- YOUR INSTRUCTIONS: Search for the word "does" in the entries. Each line that holds it should be copied.

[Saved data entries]
============

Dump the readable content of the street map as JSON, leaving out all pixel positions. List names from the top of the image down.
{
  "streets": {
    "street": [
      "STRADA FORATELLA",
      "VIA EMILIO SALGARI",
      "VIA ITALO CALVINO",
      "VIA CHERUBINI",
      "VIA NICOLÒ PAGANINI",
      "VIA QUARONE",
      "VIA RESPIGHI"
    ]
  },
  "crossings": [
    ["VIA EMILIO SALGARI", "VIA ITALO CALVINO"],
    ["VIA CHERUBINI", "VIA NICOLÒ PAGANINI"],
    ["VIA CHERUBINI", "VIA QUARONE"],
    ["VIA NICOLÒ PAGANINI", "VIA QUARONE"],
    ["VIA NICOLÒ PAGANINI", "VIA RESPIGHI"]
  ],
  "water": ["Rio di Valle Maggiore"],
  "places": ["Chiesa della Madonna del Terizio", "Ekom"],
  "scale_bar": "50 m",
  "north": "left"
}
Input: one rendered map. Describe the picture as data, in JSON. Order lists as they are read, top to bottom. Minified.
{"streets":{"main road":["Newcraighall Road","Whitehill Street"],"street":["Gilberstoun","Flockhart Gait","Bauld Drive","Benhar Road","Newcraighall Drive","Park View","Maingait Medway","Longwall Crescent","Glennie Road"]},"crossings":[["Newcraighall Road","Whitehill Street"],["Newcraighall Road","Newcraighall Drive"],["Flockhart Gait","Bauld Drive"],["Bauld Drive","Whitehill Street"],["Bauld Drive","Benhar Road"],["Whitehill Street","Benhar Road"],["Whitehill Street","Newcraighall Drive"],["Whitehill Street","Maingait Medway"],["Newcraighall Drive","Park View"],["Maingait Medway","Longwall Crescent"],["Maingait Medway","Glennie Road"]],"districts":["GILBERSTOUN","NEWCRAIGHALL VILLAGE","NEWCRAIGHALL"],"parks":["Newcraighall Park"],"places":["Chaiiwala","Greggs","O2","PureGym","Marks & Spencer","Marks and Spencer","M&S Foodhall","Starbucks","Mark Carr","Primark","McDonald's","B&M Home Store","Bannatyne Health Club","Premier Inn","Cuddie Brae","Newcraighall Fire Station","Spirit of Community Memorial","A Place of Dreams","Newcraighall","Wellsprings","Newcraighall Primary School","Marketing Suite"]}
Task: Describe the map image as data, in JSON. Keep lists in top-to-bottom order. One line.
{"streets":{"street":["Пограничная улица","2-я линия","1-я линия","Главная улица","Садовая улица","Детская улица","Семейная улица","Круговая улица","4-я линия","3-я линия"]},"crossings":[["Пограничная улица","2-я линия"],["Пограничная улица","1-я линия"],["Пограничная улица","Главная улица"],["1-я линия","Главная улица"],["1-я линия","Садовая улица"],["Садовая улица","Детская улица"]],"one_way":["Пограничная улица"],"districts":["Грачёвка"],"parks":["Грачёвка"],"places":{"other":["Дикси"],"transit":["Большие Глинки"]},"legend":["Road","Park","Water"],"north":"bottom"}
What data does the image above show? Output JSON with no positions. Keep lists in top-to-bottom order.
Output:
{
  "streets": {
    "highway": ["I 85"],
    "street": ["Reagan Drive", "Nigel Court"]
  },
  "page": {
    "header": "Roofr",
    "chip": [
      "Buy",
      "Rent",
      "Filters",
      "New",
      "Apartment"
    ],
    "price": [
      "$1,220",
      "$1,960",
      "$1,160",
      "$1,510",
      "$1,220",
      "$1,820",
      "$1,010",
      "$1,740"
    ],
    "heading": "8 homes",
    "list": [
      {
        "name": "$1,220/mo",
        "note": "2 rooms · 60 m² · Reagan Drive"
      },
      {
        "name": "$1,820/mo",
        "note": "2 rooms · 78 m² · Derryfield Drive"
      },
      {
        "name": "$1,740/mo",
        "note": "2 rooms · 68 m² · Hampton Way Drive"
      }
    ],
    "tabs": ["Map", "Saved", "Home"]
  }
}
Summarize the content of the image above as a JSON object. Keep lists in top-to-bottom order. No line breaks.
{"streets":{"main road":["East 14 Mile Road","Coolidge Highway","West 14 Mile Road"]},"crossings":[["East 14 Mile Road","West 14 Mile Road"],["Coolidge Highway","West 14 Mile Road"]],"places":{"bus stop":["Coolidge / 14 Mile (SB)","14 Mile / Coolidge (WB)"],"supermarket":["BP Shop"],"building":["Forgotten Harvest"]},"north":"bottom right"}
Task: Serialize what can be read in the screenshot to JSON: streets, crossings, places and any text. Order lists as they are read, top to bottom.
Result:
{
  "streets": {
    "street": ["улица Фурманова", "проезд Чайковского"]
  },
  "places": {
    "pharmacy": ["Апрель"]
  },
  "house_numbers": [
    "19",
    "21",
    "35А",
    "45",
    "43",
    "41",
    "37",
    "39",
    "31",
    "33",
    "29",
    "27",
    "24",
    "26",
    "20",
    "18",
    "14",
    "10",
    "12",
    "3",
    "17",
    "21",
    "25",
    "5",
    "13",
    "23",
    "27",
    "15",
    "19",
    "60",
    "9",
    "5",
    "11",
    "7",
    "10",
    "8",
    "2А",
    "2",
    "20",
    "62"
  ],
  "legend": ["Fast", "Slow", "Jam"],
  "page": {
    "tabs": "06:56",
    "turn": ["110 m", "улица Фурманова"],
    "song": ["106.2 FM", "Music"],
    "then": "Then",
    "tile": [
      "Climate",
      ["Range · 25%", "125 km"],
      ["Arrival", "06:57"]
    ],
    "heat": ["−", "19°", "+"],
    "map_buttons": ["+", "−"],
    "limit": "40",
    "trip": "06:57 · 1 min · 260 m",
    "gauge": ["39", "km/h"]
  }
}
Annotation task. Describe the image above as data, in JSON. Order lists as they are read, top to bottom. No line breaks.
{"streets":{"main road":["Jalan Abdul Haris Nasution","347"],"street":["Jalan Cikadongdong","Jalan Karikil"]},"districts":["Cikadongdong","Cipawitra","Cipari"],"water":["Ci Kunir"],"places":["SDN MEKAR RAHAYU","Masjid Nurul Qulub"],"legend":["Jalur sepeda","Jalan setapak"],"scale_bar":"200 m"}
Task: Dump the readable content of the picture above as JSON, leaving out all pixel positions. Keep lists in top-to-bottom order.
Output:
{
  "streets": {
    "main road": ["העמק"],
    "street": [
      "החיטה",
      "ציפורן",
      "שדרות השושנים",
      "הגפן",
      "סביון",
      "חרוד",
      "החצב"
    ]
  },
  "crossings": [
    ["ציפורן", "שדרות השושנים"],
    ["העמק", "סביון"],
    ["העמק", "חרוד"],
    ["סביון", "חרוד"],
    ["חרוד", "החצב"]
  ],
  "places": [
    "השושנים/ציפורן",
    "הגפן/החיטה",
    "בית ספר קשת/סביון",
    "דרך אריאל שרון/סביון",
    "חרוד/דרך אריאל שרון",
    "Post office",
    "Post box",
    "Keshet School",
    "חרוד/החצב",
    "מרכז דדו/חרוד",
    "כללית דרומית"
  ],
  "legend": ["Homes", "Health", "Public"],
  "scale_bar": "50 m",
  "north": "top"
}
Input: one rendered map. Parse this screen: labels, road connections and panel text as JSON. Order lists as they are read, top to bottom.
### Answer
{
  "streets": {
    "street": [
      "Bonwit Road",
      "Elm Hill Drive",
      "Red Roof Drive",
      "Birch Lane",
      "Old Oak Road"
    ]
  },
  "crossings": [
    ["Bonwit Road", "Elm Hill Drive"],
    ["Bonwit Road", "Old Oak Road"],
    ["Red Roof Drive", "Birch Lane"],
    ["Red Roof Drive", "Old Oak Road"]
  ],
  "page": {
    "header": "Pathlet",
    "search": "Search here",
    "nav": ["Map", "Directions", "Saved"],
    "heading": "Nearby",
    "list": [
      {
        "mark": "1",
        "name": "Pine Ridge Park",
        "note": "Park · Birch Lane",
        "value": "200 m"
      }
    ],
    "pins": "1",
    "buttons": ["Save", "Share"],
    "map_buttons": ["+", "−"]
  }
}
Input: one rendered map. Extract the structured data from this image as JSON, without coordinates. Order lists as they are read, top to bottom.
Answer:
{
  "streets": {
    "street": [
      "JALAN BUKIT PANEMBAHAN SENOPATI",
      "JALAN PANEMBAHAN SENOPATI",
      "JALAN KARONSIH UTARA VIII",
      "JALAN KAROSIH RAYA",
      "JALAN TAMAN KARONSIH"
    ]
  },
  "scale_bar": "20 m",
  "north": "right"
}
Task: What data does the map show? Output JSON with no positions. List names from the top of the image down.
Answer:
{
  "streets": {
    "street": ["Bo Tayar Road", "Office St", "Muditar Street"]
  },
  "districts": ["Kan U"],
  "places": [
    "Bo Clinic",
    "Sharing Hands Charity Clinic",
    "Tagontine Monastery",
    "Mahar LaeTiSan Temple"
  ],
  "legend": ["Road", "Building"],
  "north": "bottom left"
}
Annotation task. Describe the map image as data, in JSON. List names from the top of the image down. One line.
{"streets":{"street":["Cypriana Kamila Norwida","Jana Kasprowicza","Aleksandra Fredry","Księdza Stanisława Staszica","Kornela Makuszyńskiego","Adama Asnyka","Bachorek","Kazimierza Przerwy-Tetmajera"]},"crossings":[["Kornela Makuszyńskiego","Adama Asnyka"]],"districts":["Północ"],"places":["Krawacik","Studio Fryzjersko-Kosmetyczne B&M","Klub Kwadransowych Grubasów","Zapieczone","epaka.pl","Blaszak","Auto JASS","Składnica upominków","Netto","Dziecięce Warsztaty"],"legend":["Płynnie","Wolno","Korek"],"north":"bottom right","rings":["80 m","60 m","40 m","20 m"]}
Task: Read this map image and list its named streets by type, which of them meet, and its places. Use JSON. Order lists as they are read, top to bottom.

============

- ANSWER AREA:
What data does the image above show? Output JSON with no positions. Keep lists in top-to-bottom order.
Task: What data does the map show? Output JSON with no positions. List names from the top of the image down.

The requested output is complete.